» **Required work**
All lines in the data that hold the word "function" need copying.

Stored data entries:
################

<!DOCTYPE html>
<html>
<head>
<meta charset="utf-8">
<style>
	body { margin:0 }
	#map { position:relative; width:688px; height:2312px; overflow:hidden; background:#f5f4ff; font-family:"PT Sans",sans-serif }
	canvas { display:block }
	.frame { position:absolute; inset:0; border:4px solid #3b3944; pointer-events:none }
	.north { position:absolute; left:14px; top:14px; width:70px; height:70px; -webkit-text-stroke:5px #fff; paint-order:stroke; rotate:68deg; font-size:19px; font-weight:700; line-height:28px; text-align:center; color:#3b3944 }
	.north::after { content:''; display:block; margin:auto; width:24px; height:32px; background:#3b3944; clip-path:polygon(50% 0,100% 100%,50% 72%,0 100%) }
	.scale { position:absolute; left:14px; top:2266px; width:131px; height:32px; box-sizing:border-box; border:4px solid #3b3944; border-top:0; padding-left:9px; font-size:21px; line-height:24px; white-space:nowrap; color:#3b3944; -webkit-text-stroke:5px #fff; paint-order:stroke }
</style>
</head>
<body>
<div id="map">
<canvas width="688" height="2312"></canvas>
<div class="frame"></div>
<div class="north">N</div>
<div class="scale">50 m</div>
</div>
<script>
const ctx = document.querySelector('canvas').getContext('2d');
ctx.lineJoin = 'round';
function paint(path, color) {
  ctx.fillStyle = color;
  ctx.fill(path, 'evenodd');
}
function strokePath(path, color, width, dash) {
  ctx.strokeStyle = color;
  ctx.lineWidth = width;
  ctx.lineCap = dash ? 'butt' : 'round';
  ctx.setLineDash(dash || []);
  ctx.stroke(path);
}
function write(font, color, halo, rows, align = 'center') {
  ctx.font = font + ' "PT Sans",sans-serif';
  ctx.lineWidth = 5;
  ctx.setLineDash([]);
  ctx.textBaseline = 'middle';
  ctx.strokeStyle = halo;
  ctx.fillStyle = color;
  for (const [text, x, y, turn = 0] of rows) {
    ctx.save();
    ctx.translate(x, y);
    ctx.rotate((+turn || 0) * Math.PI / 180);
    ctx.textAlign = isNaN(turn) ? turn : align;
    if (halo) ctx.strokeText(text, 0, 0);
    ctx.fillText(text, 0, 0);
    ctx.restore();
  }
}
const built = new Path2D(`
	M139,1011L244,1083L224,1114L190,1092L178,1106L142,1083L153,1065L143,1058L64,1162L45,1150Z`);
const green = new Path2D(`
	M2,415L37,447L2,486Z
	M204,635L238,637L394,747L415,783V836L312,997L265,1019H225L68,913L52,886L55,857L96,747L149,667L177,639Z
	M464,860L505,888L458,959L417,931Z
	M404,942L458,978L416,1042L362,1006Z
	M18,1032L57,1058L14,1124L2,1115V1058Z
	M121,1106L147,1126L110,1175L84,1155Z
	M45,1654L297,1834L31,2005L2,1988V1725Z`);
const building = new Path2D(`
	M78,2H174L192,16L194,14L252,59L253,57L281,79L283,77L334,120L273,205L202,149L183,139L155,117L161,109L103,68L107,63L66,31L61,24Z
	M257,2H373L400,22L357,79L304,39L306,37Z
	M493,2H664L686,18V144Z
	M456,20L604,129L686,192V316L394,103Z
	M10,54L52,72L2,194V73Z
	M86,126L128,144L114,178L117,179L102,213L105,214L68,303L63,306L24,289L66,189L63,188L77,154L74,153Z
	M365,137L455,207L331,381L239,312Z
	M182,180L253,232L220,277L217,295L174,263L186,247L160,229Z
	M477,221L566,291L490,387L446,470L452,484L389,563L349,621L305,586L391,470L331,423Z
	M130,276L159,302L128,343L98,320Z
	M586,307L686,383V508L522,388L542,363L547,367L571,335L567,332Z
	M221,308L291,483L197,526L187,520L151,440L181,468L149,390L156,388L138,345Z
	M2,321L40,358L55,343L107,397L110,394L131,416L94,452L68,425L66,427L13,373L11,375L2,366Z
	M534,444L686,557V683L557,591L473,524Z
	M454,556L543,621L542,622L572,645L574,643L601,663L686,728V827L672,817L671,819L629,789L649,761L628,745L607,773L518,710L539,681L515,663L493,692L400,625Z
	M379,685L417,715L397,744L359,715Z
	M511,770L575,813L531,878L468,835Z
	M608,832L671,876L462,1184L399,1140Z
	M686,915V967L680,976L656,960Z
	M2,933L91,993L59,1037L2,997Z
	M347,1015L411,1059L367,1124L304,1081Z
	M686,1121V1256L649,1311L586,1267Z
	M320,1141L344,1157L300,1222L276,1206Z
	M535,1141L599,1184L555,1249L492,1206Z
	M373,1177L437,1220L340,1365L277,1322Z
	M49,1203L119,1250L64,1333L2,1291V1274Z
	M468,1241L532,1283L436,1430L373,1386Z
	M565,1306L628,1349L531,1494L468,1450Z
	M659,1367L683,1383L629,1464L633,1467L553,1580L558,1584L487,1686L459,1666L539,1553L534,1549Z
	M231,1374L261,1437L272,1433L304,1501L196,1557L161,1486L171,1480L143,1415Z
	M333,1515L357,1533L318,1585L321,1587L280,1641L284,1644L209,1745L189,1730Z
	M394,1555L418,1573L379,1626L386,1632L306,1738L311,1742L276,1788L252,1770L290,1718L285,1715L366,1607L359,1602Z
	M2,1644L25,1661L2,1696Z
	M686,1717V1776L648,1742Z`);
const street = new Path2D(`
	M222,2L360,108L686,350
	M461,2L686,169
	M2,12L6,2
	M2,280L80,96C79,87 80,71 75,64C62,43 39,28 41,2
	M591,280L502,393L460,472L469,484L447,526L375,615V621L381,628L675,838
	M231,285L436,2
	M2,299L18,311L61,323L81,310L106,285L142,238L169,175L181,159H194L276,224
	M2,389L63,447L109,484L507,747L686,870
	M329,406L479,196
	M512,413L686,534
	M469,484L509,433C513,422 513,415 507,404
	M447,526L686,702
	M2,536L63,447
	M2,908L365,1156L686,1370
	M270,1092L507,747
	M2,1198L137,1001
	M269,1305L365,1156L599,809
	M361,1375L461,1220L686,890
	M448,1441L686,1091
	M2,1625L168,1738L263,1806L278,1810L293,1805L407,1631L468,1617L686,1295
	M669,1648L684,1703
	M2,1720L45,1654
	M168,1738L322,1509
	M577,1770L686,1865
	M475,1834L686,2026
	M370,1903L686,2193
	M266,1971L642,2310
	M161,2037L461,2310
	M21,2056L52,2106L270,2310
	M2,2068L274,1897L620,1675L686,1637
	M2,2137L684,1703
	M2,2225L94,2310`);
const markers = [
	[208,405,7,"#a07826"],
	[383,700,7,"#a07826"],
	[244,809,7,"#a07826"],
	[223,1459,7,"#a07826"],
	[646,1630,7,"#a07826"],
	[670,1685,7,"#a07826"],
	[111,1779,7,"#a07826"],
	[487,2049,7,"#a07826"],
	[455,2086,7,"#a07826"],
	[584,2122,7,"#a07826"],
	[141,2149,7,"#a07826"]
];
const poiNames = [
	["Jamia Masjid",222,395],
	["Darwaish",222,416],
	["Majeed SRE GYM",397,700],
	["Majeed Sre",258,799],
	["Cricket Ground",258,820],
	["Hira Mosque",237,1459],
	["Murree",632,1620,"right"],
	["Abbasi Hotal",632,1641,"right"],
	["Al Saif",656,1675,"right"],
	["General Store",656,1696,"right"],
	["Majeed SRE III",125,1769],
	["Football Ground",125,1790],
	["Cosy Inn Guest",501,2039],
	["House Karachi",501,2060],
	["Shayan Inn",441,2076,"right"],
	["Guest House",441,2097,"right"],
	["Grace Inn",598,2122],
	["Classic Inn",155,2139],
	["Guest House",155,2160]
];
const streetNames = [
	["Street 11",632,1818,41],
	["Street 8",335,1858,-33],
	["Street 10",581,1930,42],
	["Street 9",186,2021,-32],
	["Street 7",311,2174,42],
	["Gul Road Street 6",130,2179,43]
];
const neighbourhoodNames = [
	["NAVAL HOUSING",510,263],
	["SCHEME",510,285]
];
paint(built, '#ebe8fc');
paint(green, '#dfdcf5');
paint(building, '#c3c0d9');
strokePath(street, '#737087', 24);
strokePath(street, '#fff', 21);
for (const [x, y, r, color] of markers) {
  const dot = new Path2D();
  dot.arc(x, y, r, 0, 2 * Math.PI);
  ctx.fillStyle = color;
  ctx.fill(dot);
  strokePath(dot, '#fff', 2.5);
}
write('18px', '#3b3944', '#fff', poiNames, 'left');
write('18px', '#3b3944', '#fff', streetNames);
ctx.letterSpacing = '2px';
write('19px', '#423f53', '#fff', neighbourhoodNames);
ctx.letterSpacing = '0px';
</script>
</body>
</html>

################

» **Answer section**
function paint(path, color) {
function strokePath(path, color, width, dash) {
function write(font, color, halo, rows, align = 'center') {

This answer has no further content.